> **Your instructions**:
From the records below, please return each line that holds the word "stream".

> **Entries supplied**:
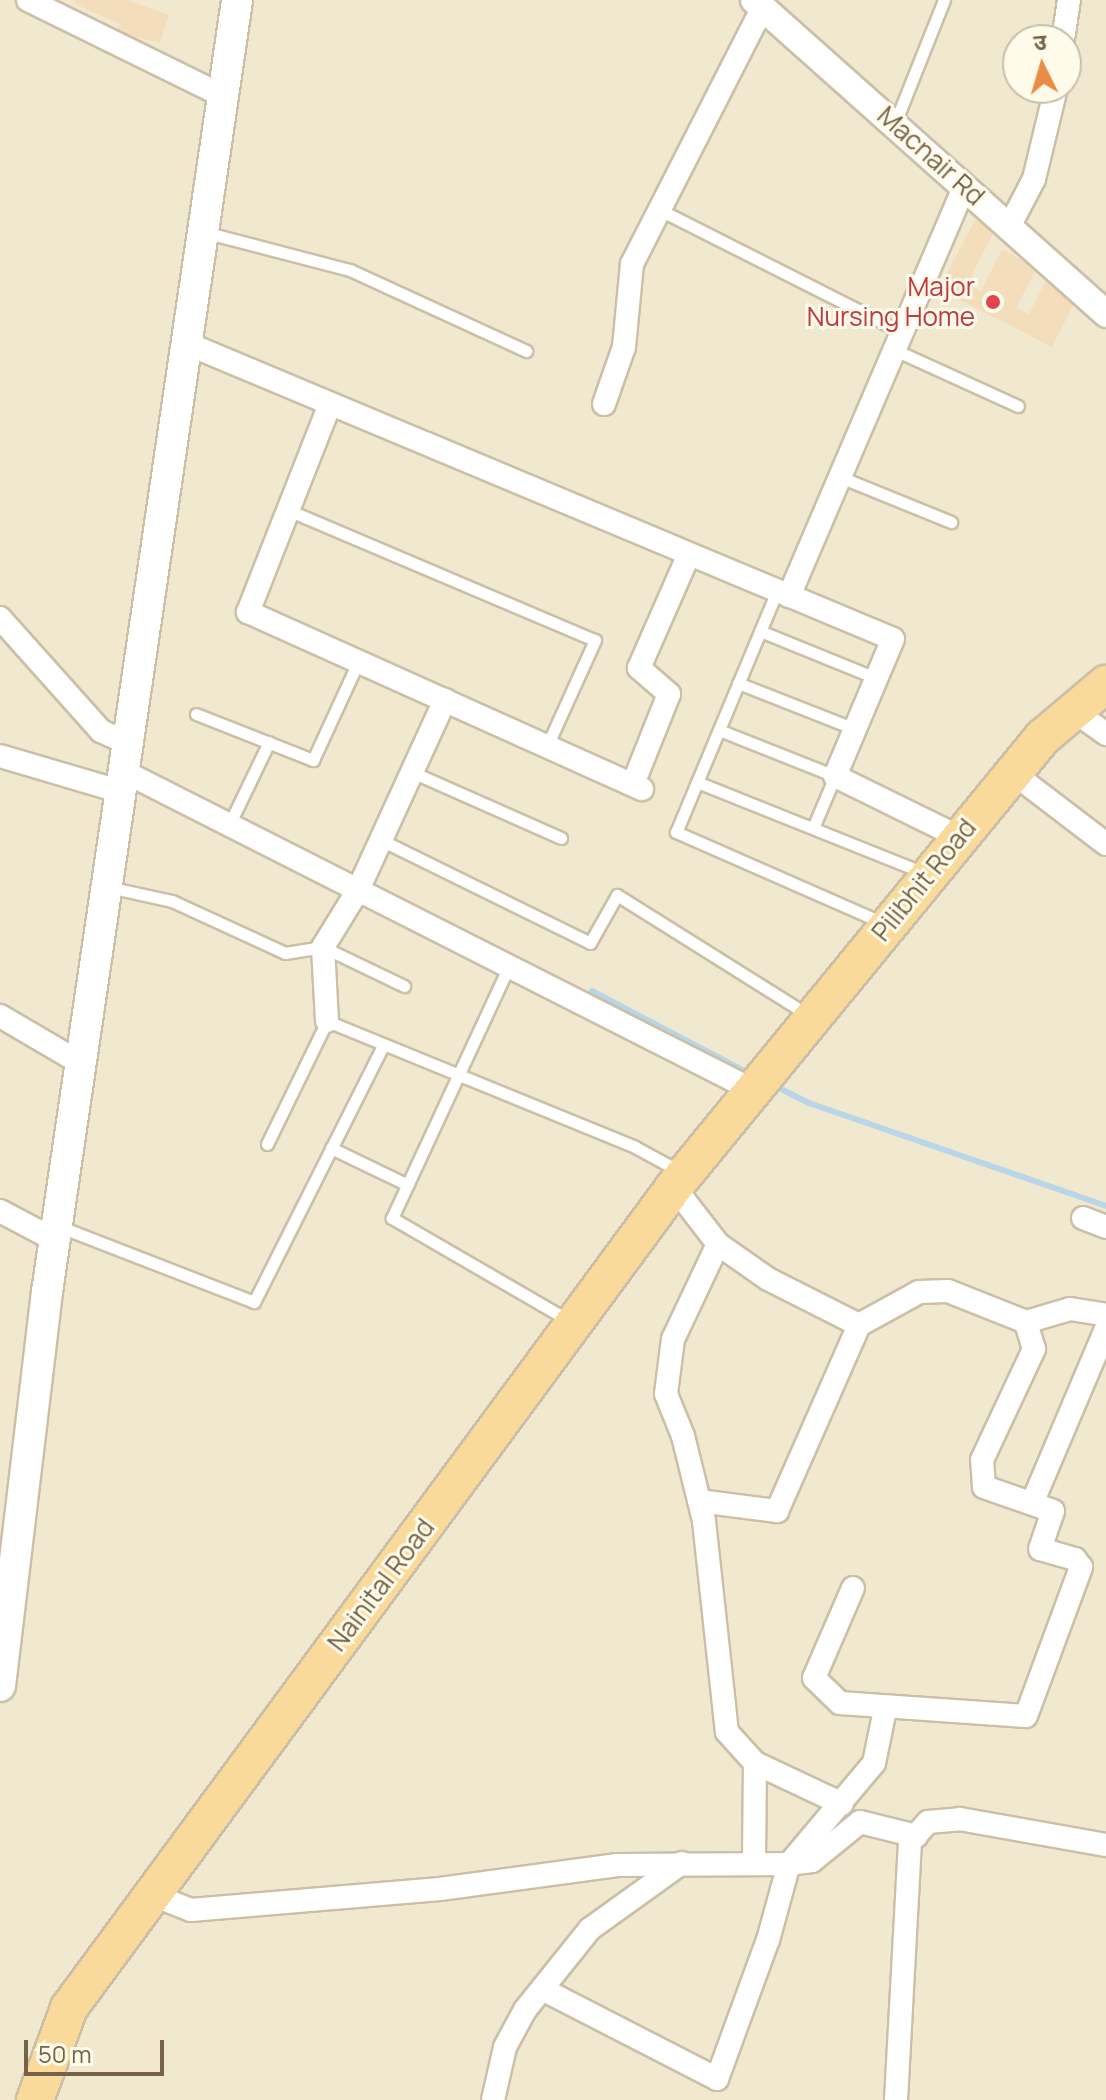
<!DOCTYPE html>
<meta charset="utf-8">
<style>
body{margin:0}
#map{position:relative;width:1106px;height:2100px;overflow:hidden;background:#fdf8e3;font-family:Manrope,"Noto Sans Devanagari",sans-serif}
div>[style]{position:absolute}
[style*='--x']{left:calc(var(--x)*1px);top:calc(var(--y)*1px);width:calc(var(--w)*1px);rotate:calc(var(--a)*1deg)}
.residential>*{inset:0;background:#f1e9cf}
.stream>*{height:6px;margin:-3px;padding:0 3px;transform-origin:3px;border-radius:3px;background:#b8d6e7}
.building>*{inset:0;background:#f3ddba}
.roads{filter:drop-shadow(2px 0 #cbbfa7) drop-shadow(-2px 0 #cbbfa7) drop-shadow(0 2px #cbbfa7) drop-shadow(0 -2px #cbbfa7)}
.service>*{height:11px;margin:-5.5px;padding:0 5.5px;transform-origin:5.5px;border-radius:5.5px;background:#fff}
.minor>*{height:22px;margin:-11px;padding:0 11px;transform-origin:11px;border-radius:11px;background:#fff}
.tertiary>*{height:26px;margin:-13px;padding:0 13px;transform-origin:13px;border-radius:13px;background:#fff}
.secondary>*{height:30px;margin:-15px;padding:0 15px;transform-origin:15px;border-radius:15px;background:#fff}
.trunk>*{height:36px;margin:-18px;padding:0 18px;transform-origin:18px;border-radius:18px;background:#fada9a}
.dots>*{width:22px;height:22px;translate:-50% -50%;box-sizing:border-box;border:4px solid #fffbea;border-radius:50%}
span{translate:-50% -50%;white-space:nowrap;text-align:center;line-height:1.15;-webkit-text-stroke:6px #fffbea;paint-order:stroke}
.street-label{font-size:26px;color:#756249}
.health-label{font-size:26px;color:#be3a42}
.right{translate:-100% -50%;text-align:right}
.north{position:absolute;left:1002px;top:24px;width:80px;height:80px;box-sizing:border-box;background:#fffbea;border:2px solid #c8beaa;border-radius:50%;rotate:355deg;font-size:22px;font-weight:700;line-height:32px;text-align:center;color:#756249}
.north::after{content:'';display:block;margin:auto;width:28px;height:36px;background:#e98d46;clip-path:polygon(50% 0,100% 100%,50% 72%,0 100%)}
.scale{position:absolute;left:24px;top:2040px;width:140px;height:36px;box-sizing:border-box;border:4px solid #756249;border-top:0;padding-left:10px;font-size:24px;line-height:28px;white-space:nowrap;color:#756249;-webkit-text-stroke:6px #fffbea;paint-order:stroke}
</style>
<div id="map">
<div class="residential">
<i style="clip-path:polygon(evenodd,0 0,1106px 0,1106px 2100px,0 2100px,0 0,1018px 40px,1066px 40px,1066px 88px,1018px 88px,1018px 40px)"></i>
</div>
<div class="stream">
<i style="--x:592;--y:991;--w:178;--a:27.7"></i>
<i style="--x:771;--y:1084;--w:42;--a:26.6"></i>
<i style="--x:809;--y:1103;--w:314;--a:19.1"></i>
</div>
<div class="building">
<i style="clip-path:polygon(76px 0,127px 0,169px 15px,160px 43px,117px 32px,120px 24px,75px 4px)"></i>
<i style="clip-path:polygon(975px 220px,995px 230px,967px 284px,981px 291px,1002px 249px,1037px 268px,1016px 308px,1029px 314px,1045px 282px,1077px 298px,1052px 347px,939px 289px)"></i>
</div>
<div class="roads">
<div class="service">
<i style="--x:895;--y:123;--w:132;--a:-68.3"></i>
<i style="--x:660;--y:210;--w:271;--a:26.8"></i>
<i style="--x:204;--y:232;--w:151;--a:14.6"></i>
<i style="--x:350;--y:270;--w:194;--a:24.7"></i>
<i style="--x:895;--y:350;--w:135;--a:24.5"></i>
<i style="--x:840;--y:477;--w:120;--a:22.1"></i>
<i style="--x:288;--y:510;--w:333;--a:23"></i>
<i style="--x:595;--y:640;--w:116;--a:114.4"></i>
<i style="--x:777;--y:591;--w:261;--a:112.7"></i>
<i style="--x:676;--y:832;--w:226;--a:23.7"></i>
<i style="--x:760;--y:631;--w:125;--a:22.1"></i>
<i style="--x:738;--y:683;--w:126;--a:21.5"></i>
<i style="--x:196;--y:714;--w:126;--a:21.5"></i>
<i style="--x:313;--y:760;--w:108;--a:-65.3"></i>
<i style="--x:719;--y:730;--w:125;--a:21.6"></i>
<i style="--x:835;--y:776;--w:56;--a:112.9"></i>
<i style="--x:412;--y:772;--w:163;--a:23.9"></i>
<i style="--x:697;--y:782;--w:245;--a:21.8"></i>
<i style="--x:229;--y:825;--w:92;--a:-64.3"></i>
<i style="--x:381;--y:840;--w:233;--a:26.2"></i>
<i style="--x:590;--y:943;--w:55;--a:-60.6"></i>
<i style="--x:617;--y:895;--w:228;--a:32.1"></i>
<i style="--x:108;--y:887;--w:66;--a:12.3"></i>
<i style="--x:172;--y:901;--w:124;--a:24.7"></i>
<i style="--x:285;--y:953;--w:38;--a:-9"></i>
<i style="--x:323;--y:947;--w:90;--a:25.7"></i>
<i style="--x:509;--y:966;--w:278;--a:114.9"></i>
<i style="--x:392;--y:1218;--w:206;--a:30.1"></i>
<i style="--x:267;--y:1144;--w:137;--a:-64"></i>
<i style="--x:327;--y:1021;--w:333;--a:22.2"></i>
<i style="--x:635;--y:1147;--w:50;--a:28.6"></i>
<i style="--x:331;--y:1148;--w:85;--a:25.7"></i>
<i style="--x:58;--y:1226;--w:210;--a:21.2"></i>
<i style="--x:254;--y:1302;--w:287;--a:-63.3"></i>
</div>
<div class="minor">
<i style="--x:28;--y:0;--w:217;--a:26.2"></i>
<i style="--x:1063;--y:40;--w:40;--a:-81.5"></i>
<i style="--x:1009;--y:227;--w:54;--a:-62.5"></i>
<i style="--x:1034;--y:179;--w:94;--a:-76.4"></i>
<i style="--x:188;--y:344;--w:764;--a:22.71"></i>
<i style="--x:893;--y:639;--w:149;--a:112.9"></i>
<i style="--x:835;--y:776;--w:138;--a:26.2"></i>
<i style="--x:330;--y:404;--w:224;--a:111.5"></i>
<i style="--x:248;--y:612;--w:432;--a:24.2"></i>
<i style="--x:604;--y:404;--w:60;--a:-70.7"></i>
<i style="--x:624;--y:347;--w:83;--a:-84.5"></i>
<i style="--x:632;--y:264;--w:288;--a:-63"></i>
<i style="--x:789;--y:596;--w:446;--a:-66.8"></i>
<i style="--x:0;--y:618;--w:152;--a:48.2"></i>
<i style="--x:101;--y:731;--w:31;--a:25"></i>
<i style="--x:1077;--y:713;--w:36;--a:36"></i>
<i style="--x:0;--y:756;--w:127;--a:16.4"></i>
<i style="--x:125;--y:772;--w:704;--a:26.86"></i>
<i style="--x:1013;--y:773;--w:117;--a:37.4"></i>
<i style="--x:633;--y:784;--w:97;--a:-68.2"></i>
<i style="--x:669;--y:694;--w:40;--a:-139"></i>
<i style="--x:639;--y:668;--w:124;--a:-66.3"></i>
<i style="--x:0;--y:1016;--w:95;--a:30.3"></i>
<i style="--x:327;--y:1021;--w:74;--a:-93.1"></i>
<i style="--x:323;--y:947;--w:67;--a:-58.4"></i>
<i style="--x:358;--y:890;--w:209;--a:-65.4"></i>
<i style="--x:674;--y:1187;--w:72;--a:52.3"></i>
<i style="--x:718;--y:1244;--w:61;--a:35"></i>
<i style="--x:768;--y:1279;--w:102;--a:26.8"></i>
<i style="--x:859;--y:1325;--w:68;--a:-28.8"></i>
<i style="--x:919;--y:1292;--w:29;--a:-2"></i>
<i style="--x:948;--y:1291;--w:84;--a:21.7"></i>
<i style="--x:1026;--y:1322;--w:46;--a:-16.5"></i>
<i style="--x:1070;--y:1309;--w:36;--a:9"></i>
<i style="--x:0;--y:1211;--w:62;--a:27.8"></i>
<i style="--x:1083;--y:1218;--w:25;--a:21"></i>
<i style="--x:718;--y:1244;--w:105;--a:115.3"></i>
<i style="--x:673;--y:1339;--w:55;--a:97.3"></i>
<i style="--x:666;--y:1394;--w:45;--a:68"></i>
<i style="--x:683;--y:1436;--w:88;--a:76.1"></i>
<i style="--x:704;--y:1521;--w:212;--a:83.8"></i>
<i style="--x:727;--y:1732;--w:42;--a:47.9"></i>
<i style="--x:755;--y:1763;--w:98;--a:90.6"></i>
<i style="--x:699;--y:1501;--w:79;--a:7.3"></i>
<i style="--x:777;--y:1511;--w:203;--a:-66.2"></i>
<i style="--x:1033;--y:1501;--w:187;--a:-67"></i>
<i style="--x:853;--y:1588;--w:98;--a:113.4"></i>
<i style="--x:814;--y:1678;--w:36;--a:44"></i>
<i style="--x:840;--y:1703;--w:186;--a:4"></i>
<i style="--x:1026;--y:1716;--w:159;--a:-69.7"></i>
<i style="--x:1081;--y:1567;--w:10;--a:-127"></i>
<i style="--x:1075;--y:1559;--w:36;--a:-164"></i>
<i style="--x:1040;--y:1549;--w:40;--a:-71.1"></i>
<i style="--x:1053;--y:1511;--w:73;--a:-160.8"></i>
<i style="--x:984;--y:1487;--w:27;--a:-94"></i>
<i style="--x:982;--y:1460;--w:123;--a:-64.9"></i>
<i style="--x:1034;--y:1349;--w:28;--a:-107"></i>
<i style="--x:755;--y:1763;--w:96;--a:25.2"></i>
<i style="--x:150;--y:1894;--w:44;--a:21.3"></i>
<i style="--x:191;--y:1910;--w:250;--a:-4.8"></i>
<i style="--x:440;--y:1889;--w:179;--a:-7.7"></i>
<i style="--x:617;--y:1865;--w:172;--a:-0.3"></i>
<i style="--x:789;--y:1864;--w:132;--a:-49.9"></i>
<i style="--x:874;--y:1763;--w:54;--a:-78.3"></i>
<i style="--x:542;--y:1989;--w:197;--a:27.2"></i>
<i style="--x:717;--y:2079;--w:148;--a:-69.9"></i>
<i style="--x:768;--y:1940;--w:79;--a:-74.6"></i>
<i style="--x:789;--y:1864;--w:23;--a:-7"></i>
<i style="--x:812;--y:1861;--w:62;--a:-39.1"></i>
<i style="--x:860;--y:1822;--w:58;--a:14"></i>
<i style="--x:493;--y:2100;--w:54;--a:-77.2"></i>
<i style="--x:505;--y:2047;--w:42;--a:-61.6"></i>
<i style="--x:525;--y:2010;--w:104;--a:-51.3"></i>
<i style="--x:590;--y:1929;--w:113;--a:-35.7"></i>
<i style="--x:896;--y:2100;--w:258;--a:-86.9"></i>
<i style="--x:910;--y:1842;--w:27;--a:-48"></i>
<i style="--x:928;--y:1822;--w:32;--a:-5"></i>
<i style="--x:960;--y:1819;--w:148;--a:10.1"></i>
</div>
<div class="tertiary">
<i style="--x:754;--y:0;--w:472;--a:41.7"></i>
</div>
<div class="secondary">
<i style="--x:0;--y:1686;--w:397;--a:-83.2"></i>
<i style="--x:47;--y:1292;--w:1306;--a:-81.63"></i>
</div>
<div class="trunk">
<i style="--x:35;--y:2100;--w:98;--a:-69.7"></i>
<i style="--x:69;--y:2008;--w:1020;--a:-53.61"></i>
<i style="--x:674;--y:1187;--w:581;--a:-50.66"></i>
<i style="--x:1042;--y:738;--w:84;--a:-40.2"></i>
</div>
</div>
<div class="dots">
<i style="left:993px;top:302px;background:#e0444e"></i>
</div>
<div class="street-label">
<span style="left:931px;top:156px;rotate:42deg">Macnair Rd</span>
<span style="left:924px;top:880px;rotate:-51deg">Pilibhit Road</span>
<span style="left:381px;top:1585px;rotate:-53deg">Nainital Road</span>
</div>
<div class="health-label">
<span class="right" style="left:975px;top:302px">Major<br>Nursing Home</span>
</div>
<div class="north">उ</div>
<div class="scale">50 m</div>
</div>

> **Task result**:
.stream>*{height:6px;margin:-3px;padding:0 3px;transform-origin:3px;border-radius:3px;background:#b8d6e7}
<div class="stream">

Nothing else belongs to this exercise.